A.B. 72 also required that by January 1, 2019, the Department specify a methodology that HMOs and their delegated entities use to determine the average contracted rates for services based upon, at minimum, (1) information from the independent dispute resolution process, (2) the specialty of the individual health professional, and (3) the geographic region in which the services are rendered. New Section 1300.71.31 of Title 28 of the California Code of Regulations sets forth the methodology for determining the average contracted rate, which utilizes a claims volume-based mean adjusted at the time of reimbursement by applicable payment modifiers. Payors must include the highest and lowest contracted rates for a health care service, even if the payor paid zero claims at those rates. Payors are also required to take into consideration several factors, at minimum, including: (1) the health care service code, (2) geographic region, (3) provider type and specialty, and (4) facility type. Several claims are excluded from this calculation, including, but not limited to, case rates, bundled payments, claims paid pursuant to capitation and risk-sharing arrangements. HMOs are now required to file their policies and procedures used to determine the average contracted rates by August 15, 2019, and thereafter when the policies and procedures are modified.

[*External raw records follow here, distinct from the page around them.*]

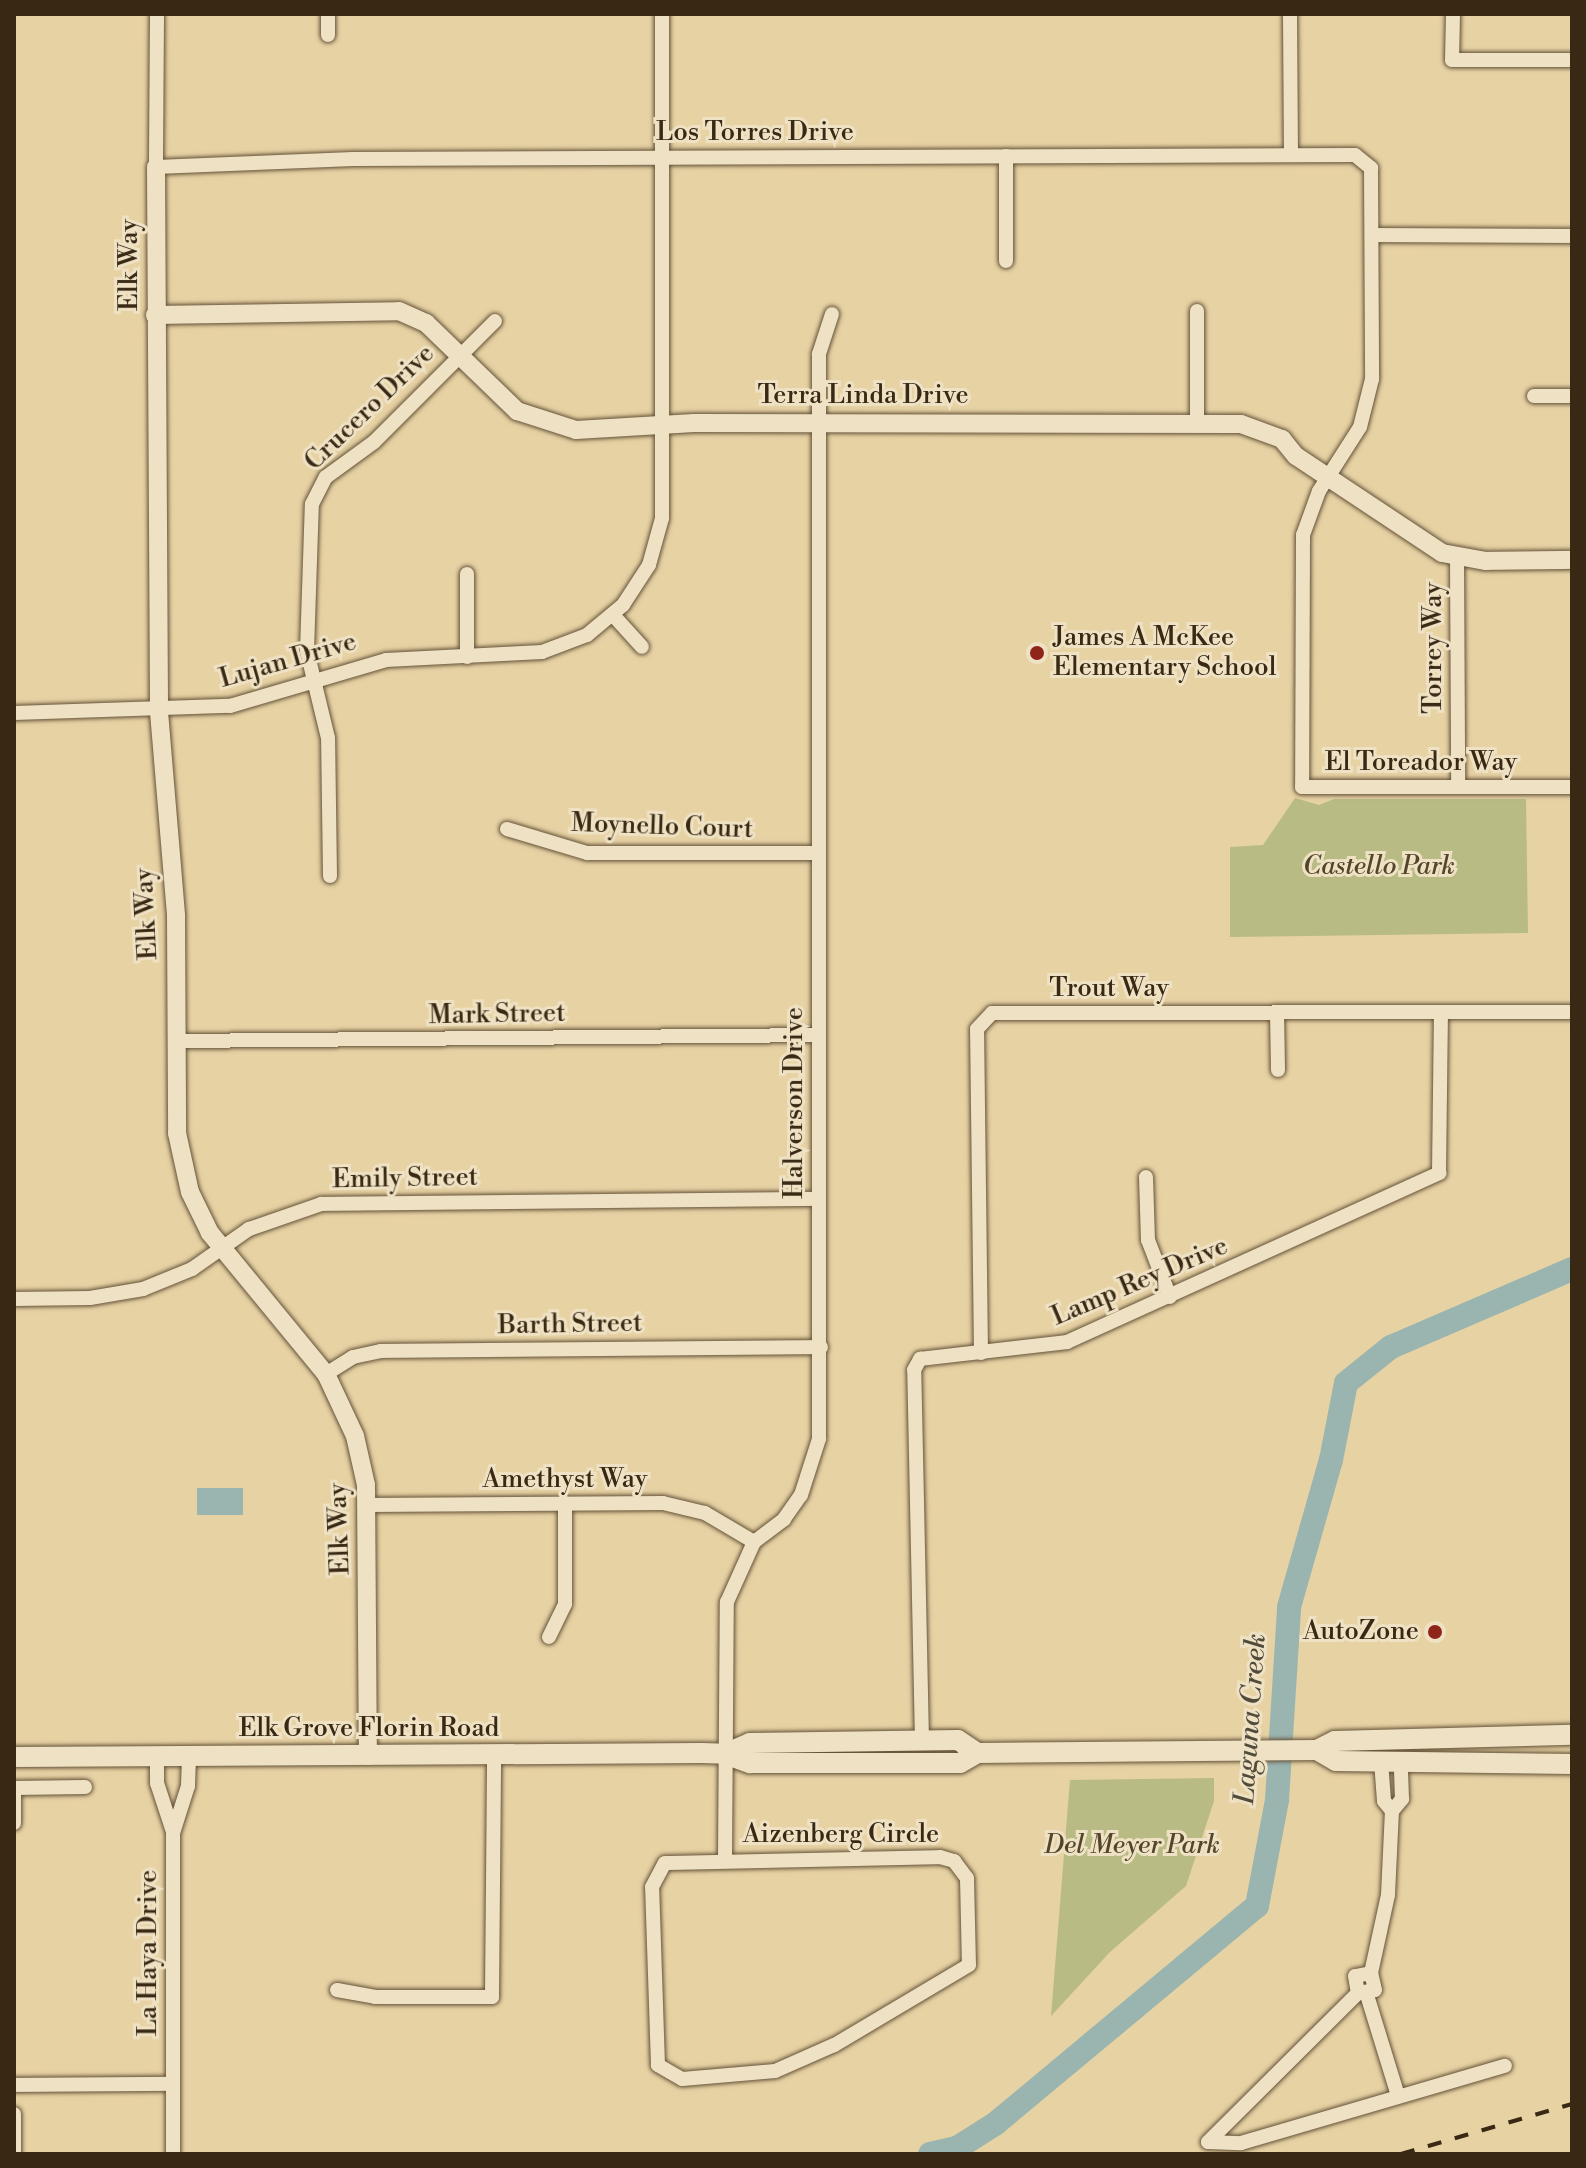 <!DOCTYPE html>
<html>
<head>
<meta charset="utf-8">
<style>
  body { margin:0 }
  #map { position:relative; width:1586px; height:2168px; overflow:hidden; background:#e7d2a4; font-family:"Libre Bodoni",serif }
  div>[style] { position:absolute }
  .green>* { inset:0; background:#b8bb84 }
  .water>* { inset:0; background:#9ab5b0; transform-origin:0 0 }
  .river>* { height:24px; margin:-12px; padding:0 12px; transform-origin:12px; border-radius:12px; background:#9ab5b0 }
  .roads { filter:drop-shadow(0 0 2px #645238) drop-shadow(0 0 2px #645238) }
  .minor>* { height:14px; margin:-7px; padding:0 7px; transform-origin:7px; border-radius:7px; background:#efe2c4 }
  .tertiary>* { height:18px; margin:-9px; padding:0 9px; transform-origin:9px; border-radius:9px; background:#efe2c4 }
  .secondary>* { height:20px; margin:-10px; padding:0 10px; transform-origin:10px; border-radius:10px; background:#efe2c4 }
  .rail>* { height:4px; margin-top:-2px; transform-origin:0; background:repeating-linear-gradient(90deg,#382814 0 14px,transparent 0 28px) }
  .dots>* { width:22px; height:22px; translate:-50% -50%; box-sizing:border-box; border:4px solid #efe2c4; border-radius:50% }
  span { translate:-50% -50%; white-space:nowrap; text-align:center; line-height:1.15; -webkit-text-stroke:6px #efe2c4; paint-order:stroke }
  .street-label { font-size:26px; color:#382814 }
  .poi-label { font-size:26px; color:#382814 }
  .left { translate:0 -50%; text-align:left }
  .right { translate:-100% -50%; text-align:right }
  .park-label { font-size:26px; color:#52452a; font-style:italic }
  .water-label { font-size:28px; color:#504b3b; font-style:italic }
  .frame { position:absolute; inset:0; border:16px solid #382814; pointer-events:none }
</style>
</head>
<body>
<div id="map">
  <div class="green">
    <div style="clip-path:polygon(1295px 798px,1319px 805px,1334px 799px,1526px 799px,1528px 933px,1230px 937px,1230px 847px,1263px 845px)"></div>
    <div style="clip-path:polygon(1214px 1778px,1214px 1801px,1186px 1886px,1110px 1952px,1051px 2016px,1070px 1780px)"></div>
  </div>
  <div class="water">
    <div style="left:197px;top:1488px;width:46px;height:27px"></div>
  </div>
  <div class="river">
    <div style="left:930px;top:2154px;width:28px;rotate:-13deg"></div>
    <div style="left:957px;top:2148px;width:45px;rotate:-32.3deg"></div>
    <div style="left:995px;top:2124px;width:341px;rotate:-39.8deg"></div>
    <div style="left:1257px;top:1906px;width:108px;rotate:-79.3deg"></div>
    <div style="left:1277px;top:1800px;width:193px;rotate:-86.4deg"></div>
    <div style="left:1289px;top:1607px;width:153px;rotate:-74.1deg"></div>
    <div style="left:1331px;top:1460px;width:78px;rotate:-79deg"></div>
    <div style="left:1346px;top:1383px;width:58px;rotate:-38.7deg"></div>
    <div style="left:1391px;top:1347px;width:197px;rotate:-23.3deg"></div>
  </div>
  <div class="roads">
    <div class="minor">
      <div style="left:157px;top:14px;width:153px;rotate:90.4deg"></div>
      <div style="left:156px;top:167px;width:197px;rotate:-2.3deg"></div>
      <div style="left:353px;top:159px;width:1002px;rotate:-0.23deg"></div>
      <div style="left:1355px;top:155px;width:21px;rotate:39deg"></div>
      <div style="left:1371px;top:168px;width:211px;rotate:89.7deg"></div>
      <div style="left:1372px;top:379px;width:49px;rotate:104deg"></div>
      <div style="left:1360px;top:427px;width:76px;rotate:122.6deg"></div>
      <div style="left:1319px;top:491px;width:47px;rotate:110deg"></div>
      <div style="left:1303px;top:535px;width:252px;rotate:90.2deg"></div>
      <div style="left:1302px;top:787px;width:270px"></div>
      <div style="left:328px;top:14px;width:21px;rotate:90deg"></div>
      <div style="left:1290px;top:14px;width:141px;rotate:89.6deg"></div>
      <div style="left:1453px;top:14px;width:46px;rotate:91.2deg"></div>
      <div style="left:1452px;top:60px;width:120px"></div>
      <div style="left:1006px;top:156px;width:105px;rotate:90deg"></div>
      <div style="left:1375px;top:235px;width:197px;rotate:0.3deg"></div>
      <div style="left:1534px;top:396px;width:38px"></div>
      <div style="left:1197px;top:422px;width:111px;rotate:-90deg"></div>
      <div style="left:1457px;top:558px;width:228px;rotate:89.7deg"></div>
      <div style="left:613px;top:615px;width:43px;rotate:47.8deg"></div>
      <div style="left:467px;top:657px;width:83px;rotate:-90deg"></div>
      <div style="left:14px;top:713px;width:216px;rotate:-1.9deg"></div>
      <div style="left:230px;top:706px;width:163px;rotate:-16.4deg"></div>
      <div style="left:386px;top:660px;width:156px;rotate:-2.9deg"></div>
      <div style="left:542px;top:652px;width:48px;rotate:-20.7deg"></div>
      <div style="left:587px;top:635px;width:47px;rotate:-39.8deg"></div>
      <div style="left:623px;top:605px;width:48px;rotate:-57deg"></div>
      <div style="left:649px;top:565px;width:49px;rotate:-74.5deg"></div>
      <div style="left:662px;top:518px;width:504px;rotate:-90deg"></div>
      <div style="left:507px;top:829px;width:84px;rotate:16.7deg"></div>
      <div style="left:587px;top:853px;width:232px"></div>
      <div style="left:330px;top:876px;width:138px;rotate:-90.8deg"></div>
      <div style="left:328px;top:738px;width:89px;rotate:-103.6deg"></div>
      <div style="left:307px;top:651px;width:147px;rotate:-88.1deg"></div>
      <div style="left:312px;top:504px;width:30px;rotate:-63deg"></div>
      <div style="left:326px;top:477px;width:59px;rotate:-36.1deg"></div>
      <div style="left:374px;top:442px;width:171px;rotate:-45deg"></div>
      <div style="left:1277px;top:1012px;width:58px;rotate:89deg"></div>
      <div style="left:176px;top:1041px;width:643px;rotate:-0.53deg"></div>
      <div style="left:1146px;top:1177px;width:63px;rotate:88.2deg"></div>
      <div style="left:1148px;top:1240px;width:61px;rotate:68.9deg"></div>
      <div style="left:14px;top:1299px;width:76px;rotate:-0.8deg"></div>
      <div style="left:90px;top:1298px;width:54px;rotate:-9.6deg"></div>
      <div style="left:143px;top:1289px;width:53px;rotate:-22.2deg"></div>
      <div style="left:192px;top:1269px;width:70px;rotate:-35.1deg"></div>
      <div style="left:249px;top:1229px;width:76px;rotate:-19.1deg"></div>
      <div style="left:321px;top:1204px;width:498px;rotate:-0.6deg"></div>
      <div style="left:981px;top:1353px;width:324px;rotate:-90.7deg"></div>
      <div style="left:977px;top:1029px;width:22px;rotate:-47deg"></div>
      <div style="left:992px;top:1013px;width:580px;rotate:-0.1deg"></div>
      <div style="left:326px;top:1374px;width:32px;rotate:-32deg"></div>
      <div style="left:353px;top:1357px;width:29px;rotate:-12deg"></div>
      <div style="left:381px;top:1351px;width:440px;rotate:-0.5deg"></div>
      <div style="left:367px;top:1505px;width:296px;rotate:-0.4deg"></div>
      <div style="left:663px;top:1503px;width:43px;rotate:13.4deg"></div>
      <div style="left:705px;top:1513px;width:57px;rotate:30.6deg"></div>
      <div style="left:549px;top:1637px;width:37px;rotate:-64deg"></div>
      <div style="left:565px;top:1604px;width:101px;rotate:-90deg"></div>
      <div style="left:922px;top:1741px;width:371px;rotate:-91.2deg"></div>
      <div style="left:914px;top:1370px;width:13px;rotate:-61deg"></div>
      <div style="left:920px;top:1359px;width:148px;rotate:-6.6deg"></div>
      <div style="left:1067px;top:1342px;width:409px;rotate:-24.4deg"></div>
      <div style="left:1439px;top:1173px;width:161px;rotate:-89.3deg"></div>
      <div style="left:157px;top:1756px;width:27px;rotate:90deg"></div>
      <div style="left:157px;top:1783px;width:52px;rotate:71.9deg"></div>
      <div style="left:1381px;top:1761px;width:40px;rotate:85.7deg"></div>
      <div style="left:1384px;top:1801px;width:13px;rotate:51deg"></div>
      <div style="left:14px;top:1788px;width:71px;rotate:-0.8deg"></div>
      <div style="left:14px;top:1823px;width:35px;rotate:-90deg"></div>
      <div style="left:940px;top:1857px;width:15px;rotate:16deg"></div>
      <div style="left:954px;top:1861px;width:21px;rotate:53deg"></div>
      <div style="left:967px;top:1878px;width:87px;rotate:88.7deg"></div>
      <div style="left:969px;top:1965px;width:157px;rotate:149.3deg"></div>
      <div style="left:834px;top:2045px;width:64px;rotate:156.2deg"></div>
      <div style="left:775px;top:2071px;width:93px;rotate:175.1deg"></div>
      <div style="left:682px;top:2079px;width:28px;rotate:-150deg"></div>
      <div style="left:658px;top:2065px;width:178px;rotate:-91.9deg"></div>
      <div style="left:652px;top:1887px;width:27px;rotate:-62deg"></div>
      <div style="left:665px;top:1863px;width:275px;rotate:-1.2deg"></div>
      <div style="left:725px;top:1859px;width:257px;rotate:-89.6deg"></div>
      <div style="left:727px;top:1602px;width:66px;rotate:-65.8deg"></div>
      <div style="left:754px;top:1542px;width:38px;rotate:-37deg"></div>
      <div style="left:784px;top:1519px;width:29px;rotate:-55deg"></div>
      <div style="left:801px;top:1495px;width:59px;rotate:-72.2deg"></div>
      <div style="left:819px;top:1439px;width:1085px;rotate:-90deg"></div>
      <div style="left:819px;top:354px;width:42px;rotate:-72deg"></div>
      <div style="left:1371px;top:1973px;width:80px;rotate:-77.7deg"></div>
      <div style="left:1388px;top:1895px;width:84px;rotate:-87.3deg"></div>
      <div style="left:1392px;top:1811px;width:16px;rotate:-50deg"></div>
      <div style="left:1402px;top:1799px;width:38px;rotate:-92deg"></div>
      <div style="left:337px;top:1990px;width:39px;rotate:10deg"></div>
      <div style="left:375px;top:1997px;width:117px"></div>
      <div style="left:492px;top:1997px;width:243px;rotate:-89.5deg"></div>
      <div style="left:1367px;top:1995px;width:106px;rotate:72.9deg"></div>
      <div style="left:14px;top:2085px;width:159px;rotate:-0.4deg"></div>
      <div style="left:14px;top:2114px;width:40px;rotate:90deg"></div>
      <div style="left:1208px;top:2142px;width:33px;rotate:2deg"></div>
      <div style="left:1241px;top:2143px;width:275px;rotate:-16.3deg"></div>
      <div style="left:1208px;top:2142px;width:211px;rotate:-44.8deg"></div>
      <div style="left:1358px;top:1993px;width:17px;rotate:-10deg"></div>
      <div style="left:1375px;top:1990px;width:17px;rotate:-103deg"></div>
      <div style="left:1371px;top:1973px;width:16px;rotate:169deg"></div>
      <div style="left:1355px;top:1976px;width:17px;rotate:80deg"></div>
      <div style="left:173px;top:2154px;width:321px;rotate:-90deg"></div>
      <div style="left:173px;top:1833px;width:49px;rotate:-72.3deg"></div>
      <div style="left:188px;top:1786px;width:31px;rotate:-88deg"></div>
    </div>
    <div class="tertiary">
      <div style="left:156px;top:167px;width:545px;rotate:89.68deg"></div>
      <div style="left:159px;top:712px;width:205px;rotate:85.2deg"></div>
      <div style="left:176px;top:916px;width:217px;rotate:89.7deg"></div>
      <div style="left:177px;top:1133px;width:60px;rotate:77.6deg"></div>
      <div style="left:190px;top:1192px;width:46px;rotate:64deg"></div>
      <div style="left:210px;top:1233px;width:183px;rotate:50.6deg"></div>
      <div style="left:326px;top:1374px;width:68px;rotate:64.9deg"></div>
      <div style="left:355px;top:1436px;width:50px;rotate:77.3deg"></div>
      <div style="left:366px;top:1485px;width:271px;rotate:89.6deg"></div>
      <div style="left:155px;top:315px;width:244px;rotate:-0.9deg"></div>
      <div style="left:399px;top:311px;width:30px;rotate:24deg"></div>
      <div style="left:426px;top:323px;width:127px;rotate:44deg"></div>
      <div style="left:517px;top:411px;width:62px;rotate:17.9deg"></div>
      <div style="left:576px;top:430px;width:118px;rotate:-3.4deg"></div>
      <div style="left:694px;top:423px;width:547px;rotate:0.1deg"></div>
      <div style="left:1241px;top:424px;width:44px;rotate:20.1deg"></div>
      <div style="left:1282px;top:439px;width:22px;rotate:51deg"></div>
      <div style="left:1296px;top:456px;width:175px;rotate:33.6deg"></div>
      <div style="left:1442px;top:553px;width:45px;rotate:10.3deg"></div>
      <div style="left:1486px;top:561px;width:86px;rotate:-0.7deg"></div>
    </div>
    <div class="secondary">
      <div style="left:1317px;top:1750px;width:22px;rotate:30deg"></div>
      <div style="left:1336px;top:1761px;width:236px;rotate:0.7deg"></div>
      <div style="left:725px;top:1754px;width:27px;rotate:-24deg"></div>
      <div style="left:750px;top:1743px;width:208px;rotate:-0.8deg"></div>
      <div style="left:958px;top:1740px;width:23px;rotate:34deg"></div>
      <div style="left:14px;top:1757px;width:688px;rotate:-0.33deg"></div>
      <div style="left:702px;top:1753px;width:23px;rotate:2deg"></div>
      <div style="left:725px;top:1754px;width:27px;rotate:20deg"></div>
      <div style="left:750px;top:1763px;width:210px"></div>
      <div style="left:960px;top:1763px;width:20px;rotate:-30deg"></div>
      <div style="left:977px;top:1753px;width:340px;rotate:-0.5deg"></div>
      <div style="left:1317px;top:1750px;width:20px;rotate:-27deg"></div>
      <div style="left:1335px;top:1741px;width:237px;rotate:-1.5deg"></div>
    </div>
  </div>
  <div class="rail">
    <div style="left:1401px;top:2154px;width:178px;rotate:-16.3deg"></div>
  </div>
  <div class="dots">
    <div style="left:1037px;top:653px;background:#8f2418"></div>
    <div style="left:1435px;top:1632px;background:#8f2418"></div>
  </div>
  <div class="street-label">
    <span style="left:755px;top:133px">Los Torres Drive</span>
    <span style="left:130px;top:265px;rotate:-90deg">Elk Way</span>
    <span style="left:863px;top:396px">Terra Linda Drive</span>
    <span style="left:370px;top:408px;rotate:-44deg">Crucero Drive</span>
    <span style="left:1434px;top:648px;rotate:-90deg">Torrey Way</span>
    <span style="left:288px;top:661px;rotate:-16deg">Lujan Drive</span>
    <span style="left:1421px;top:763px">El Toreador Way</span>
    <span style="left:662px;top:827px;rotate:2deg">Moynello Court</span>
    <span style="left:147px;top:914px;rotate:-93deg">Elk Way</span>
    <span style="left:1109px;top:989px">Trout Way</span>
    <span style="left:497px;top:1015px;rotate:-1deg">Mark Street</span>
    <span style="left:795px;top:1103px;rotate:-90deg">Halverson Drive</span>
    <span style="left:405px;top:1179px;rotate:-1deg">Emily Street</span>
    <span style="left:1140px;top:1282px;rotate:-23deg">Lamp Rey Drive</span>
    <span style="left:570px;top:1325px;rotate:-1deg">Barth Street</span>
    <span style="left:565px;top:1480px">Amethyst Way</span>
    <span style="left:340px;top:1529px;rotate:-92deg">Elk Way</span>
    <span style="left:369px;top:1729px">Elk Grove Florin Road</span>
    <span style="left:841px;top:1835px">Aizenberg Circle</span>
    <span style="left:149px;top:1953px;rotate:-90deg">La Haya Drive</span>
  </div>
  <div class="poi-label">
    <span class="left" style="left:1053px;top:653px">James A McKee<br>Elementary School</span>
    <span class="right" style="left:1419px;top:1632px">AutoZone</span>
  </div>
  <div class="park-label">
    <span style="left:1379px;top:867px">Castello Park</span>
    <span style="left:1132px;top:1846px">Del Meyer Park</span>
  </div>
  <div class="water-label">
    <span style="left:1251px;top:1719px;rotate:-86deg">Laguna Creek</span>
  </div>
  <div class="frame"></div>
</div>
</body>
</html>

Currently, A.B. 72 is being challenged by The Association of American Physicians & Surgeons (APPS) in the United States Eastern District Court of California. A hearing to consider the Department’s motion to dismiss has been scheduled for March 21, 2019.
A.B. 1611 Emergency Hospital Services: Costs
Balance billing regulation has been going on in California for well over a decade. The newly introduced A.B. 1611 is the California Legislature’s latest attempt – this bill would prohibit a hospital from charging insured individuals more than the in-network cost-sharing amount for emergency and post-stabilization care. It would expand the holding in Prospect Medical Group to insured patients enrolled with nearly any third-party payor, including an employer-sponsored plan. Assemblyman David Chiu, the sponsor of A.B. 1611, has stated that he became aware of this issue due to media reports involving Zuckerberg San Francisco General Hospital (ZSFG), the city’s only trauma center, which does not enter into contracts with any private insurance companies. The hospital, which is operated by the San Francisco Department of Public Health, announced on February 1, 2019 that it will develop a comprehensive plan for improvements to improve billing practices at ZSFG, including a temporary halt to the practice of balance billing.
The California Hospital Association has stated in a press release that its hospitals support the intent of A.B. 1611 – “[w]hile California is a leader in protecting patients from unexpected bills, this proposal enhances current safeguards, and hospitals look forward to working with the authors and sponsor in the weeks ahead.”
We will continue to monitor and report on developments regarding A.B. 72 and A.B. 1611.